Intro to “Rebuilding the Portfolio” Project

Illuminating Tenth-Century France

Tenth-century France is off the art-historical map, although France largely defines studies of the ninth century, and then again the eleventh century and beyond. The Vikings provide the standard grounds for this gap: tenth-century France was ravaged by invasions, which slowed artistic production and created a messy landscape of people fleeing, taking refuge, emigrating, and returning home. We do, in fact, have a drastically under-studied corpus of manuscripts loosely attributed to tenth-century France: books traveled too, as did scribes and illuminators. Much of this record is only cursorily catalogued, and it is scattered through libraries in a great many countries.
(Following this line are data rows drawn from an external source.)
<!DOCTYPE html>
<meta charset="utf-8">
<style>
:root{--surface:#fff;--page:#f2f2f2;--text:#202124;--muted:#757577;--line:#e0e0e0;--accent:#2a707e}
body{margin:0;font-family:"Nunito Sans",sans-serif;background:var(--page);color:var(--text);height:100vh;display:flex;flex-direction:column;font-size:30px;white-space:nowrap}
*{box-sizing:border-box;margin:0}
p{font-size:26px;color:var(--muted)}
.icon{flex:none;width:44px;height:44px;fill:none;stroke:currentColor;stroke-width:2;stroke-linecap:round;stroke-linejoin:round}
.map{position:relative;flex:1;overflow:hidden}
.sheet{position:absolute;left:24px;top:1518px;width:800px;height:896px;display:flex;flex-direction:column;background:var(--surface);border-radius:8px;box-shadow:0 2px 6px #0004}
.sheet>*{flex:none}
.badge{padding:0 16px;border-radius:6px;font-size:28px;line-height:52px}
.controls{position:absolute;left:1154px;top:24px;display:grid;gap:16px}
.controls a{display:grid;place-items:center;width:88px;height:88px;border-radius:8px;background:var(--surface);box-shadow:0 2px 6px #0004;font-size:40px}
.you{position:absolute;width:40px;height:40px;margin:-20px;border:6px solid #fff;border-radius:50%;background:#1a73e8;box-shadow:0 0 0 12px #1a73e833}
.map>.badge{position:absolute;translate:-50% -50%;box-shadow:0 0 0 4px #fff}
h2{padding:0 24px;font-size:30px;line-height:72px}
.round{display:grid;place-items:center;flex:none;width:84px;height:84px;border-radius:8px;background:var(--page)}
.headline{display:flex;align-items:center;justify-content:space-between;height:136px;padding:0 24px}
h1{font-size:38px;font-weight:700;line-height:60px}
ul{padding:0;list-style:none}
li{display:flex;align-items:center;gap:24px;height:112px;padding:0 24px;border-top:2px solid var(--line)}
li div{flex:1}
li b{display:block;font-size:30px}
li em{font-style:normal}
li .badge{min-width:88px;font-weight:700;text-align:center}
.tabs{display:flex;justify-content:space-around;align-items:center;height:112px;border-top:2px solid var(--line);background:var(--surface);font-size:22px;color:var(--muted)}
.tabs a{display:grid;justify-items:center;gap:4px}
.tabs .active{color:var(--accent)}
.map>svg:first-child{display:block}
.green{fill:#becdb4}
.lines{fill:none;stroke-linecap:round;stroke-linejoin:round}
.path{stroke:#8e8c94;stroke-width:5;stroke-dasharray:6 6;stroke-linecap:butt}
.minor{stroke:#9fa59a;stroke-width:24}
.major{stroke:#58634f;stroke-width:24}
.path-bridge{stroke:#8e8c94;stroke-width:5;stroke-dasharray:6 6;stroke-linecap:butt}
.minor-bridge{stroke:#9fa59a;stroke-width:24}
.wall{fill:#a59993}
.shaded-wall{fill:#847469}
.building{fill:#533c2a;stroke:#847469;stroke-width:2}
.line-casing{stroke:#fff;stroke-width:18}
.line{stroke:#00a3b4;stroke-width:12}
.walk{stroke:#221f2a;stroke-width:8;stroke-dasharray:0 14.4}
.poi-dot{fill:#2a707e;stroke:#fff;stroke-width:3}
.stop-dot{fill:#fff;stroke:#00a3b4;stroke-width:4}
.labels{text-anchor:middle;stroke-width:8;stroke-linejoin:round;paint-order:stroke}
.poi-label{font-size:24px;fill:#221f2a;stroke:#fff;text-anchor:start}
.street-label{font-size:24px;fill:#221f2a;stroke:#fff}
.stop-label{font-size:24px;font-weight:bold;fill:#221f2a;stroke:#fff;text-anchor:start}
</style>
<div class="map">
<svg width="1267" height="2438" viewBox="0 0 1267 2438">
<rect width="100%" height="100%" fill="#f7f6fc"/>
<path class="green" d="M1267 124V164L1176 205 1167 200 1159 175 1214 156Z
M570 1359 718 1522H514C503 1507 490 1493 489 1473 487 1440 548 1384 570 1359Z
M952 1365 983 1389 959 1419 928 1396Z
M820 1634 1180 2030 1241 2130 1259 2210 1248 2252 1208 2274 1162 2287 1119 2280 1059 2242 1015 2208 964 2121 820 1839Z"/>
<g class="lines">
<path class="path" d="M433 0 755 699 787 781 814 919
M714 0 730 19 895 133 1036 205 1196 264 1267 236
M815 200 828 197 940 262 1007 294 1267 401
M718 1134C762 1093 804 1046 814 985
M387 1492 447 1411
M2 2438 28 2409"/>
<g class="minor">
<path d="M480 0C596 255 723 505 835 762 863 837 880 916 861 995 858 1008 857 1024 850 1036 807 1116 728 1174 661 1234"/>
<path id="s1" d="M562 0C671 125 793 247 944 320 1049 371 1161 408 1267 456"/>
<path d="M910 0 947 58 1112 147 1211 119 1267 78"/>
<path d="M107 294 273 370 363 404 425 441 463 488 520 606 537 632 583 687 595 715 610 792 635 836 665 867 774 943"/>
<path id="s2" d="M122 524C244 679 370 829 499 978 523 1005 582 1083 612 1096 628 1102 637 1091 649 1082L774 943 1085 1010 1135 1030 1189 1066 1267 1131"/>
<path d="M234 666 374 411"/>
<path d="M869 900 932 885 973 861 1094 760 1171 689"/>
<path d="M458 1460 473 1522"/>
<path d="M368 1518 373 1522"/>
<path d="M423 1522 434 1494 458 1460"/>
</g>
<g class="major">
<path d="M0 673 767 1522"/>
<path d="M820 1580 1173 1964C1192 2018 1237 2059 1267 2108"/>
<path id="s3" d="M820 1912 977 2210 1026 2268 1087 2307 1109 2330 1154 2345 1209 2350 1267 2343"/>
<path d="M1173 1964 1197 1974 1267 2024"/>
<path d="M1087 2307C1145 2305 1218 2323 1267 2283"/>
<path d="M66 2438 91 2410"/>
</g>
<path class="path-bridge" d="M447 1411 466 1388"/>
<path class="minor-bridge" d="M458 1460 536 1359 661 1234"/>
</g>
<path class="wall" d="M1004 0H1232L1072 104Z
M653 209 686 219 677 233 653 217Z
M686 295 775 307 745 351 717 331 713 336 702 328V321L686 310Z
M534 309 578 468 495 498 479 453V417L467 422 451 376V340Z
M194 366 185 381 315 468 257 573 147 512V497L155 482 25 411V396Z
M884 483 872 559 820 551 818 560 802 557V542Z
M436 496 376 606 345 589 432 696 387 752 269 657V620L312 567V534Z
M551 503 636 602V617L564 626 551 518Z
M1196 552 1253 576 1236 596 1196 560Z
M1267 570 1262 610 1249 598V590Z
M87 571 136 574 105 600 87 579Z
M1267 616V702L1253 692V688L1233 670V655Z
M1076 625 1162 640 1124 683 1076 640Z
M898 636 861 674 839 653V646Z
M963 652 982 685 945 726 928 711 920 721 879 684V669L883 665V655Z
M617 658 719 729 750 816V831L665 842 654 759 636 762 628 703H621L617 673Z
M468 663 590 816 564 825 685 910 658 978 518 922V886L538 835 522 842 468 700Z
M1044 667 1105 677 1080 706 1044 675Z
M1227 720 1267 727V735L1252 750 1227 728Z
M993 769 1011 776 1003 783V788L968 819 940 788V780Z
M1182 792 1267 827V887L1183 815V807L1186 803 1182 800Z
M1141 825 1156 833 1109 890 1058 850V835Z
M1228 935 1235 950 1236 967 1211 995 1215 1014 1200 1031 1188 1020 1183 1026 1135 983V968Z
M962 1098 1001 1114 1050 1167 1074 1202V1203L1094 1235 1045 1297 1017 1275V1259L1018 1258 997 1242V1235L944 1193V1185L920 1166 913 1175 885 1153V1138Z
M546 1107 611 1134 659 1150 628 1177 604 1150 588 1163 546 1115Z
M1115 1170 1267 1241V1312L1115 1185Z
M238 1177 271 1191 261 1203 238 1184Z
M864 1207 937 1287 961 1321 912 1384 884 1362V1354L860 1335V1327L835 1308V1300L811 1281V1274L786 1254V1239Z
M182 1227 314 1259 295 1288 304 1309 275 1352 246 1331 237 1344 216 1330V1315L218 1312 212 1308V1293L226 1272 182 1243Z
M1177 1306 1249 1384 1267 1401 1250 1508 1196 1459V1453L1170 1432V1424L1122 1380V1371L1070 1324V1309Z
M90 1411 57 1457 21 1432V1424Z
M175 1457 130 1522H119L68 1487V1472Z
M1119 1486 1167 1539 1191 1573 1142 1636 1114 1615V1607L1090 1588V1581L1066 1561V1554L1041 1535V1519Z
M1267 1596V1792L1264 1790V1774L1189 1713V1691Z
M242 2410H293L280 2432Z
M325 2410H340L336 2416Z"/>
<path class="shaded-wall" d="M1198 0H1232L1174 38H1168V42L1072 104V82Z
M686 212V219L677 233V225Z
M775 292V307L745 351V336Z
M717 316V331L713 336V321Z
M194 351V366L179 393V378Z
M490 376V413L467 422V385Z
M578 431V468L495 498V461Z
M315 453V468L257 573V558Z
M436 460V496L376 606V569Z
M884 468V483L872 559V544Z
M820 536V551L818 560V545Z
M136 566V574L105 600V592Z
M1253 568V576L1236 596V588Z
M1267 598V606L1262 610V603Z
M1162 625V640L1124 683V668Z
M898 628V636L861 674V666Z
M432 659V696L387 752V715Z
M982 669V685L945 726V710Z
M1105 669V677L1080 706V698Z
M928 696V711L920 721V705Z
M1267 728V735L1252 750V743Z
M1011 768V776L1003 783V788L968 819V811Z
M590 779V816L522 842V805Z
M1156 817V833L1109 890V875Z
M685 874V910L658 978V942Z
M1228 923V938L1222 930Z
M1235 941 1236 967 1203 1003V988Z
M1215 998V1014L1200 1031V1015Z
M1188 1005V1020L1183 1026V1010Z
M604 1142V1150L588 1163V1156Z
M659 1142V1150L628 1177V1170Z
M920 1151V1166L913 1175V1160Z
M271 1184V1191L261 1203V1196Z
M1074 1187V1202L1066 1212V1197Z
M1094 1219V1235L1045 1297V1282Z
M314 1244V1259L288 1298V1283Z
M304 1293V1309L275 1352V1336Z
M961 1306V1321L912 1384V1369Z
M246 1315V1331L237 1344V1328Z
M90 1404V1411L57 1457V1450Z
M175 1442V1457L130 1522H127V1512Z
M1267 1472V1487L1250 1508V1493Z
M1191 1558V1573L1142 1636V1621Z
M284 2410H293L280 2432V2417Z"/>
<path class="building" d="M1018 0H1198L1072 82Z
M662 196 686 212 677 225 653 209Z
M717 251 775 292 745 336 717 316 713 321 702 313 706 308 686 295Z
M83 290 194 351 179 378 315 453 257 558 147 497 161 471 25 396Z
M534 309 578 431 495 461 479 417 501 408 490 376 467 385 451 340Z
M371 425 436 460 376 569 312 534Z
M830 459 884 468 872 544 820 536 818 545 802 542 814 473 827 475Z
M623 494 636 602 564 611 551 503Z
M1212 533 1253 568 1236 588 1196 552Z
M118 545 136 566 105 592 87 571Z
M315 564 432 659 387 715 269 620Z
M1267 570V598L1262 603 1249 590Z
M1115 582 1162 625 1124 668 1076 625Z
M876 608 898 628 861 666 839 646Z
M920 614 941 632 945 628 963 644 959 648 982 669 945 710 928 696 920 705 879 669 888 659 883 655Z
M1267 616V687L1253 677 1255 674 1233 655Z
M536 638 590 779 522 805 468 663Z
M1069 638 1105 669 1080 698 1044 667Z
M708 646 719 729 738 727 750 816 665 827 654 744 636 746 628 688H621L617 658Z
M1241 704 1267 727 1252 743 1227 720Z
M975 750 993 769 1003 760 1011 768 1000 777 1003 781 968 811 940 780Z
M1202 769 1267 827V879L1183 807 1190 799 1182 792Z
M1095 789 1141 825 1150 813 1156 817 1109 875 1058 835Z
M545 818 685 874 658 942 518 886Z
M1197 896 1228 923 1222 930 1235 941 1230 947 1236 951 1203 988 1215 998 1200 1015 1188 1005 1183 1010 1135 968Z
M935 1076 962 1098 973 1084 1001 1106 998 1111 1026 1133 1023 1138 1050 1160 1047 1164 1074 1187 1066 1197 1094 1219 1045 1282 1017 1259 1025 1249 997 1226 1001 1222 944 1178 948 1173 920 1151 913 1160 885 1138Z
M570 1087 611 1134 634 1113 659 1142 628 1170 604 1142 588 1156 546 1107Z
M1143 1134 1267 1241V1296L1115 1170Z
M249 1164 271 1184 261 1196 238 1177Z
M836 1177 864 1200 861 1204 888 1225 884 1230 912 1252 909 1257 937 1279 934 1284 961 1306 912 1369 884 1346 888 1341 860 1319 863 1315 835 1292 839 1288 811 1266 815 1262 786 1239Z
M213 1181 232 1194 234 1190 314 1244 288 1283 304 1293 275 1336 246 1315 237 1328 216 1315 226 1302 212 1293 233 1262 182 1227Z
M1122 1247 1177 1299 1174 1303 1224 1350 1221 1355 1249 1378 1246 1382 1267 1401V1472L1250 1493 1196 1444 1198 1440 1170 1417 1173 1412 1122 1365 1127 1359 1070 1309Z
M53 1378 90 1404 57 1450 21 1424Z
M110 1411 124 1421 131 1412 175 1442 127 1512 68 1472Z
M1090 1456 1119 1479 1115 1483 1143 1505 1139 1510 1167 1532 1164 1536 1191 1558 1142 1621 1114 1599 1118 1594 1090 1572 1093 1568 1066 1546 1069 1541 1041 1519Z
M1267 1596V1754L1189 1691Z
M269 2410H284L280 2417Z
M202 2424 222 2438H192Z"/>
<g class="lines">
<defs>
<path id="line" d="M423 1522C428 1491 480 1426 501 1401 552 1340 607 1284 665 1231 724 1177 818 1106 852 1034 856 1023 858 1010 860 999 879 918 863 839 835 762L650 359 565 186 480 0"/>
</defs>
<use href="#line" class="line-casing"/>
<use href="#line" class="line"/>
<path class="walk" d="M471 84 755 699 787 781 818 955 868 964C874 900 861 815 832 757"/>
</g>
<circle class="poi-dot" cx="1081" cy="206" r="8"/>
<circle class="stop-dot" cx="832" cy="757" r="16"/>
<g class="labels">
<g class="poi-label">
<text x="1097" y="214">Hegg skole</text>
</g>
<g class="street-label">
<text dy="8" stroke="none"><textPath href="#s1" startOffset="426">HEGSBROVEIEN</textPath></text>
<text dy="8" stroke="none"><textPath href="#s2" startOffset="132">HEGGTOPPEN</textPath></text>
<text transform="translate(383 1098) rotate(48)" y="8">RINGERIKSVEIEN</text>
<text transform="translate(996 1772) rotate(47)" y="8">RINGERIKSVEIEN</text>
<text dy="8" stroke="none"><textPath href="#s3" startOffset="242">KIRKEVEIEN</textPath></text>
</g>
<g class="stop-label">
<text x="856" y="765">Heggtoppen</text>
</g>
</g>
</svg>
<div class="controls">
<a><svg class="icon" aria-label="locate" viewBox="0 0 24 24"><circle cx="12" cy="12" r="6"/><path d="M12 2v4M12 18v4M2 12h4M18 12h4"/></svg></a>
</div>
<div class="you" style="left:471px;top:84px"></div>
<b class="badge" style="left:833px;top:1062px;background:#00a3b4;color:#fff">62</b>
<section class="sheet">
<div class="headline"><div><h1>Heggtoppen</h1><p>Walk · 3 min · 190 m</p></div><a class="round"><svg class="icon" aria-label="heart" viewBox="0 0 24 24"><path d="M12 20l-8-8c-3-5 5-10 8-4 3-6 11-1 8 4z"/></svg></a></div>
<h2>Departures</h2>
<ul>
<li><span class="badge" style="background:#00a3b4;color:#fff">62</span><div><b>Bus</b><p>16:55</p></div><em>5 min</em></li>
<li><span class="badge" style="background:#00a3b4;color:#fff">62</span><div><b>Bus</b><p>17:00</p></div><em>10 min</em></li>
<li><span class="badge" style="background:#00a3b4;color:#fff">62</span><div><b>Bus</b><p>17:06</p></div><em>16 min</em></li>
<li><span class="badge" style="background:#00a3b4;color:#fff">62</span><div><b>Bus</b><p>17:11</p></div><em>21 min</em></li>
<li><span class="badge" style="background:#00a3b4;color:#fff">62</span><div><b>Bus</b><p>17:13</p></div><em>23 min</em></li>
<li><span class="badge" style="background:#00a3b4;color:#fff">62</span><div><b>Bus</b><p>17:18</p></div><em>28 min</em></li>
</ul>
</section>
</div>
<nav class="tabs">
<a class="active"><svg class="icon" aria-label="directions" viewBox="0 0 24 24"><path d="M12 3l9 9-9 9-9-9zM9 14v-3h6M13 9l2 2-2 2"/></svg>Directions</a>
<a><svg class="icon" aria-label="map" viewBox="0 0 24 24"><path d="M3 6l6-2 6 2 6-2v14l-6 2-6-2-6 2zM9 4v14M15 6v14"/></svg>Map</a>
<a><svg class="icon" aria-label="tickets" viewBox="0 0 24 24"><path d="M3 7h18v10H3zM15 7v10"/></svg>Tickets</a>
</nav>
This state of affairs is daunting, but also offers an enormous opportunity for collaborative scholarship. Faced with tracking the provenance of manuscripts from this period and sorting out the jungle of elements in both text and image that define the material record, a digital platform seems a promising way forward. A corpus must be gathered; varying factors of script, layout, image, text, and book-construction must be weighed, compared, and coordinated with historical geography. If the movements of people and things have been grounds for despair in attempting to account for tenth-century French manuscripts using traditional methods, they may also be the key to understanding this fascinating corpus when framed by new approaches to mapping, spatial- and data analysis. Beginning with the training at George Mason this summer, I aim to develop a digital environment for tackling tenth-century France that cultivates international collaboration, supports the training of students, and relies on the rigorous study of primary materials.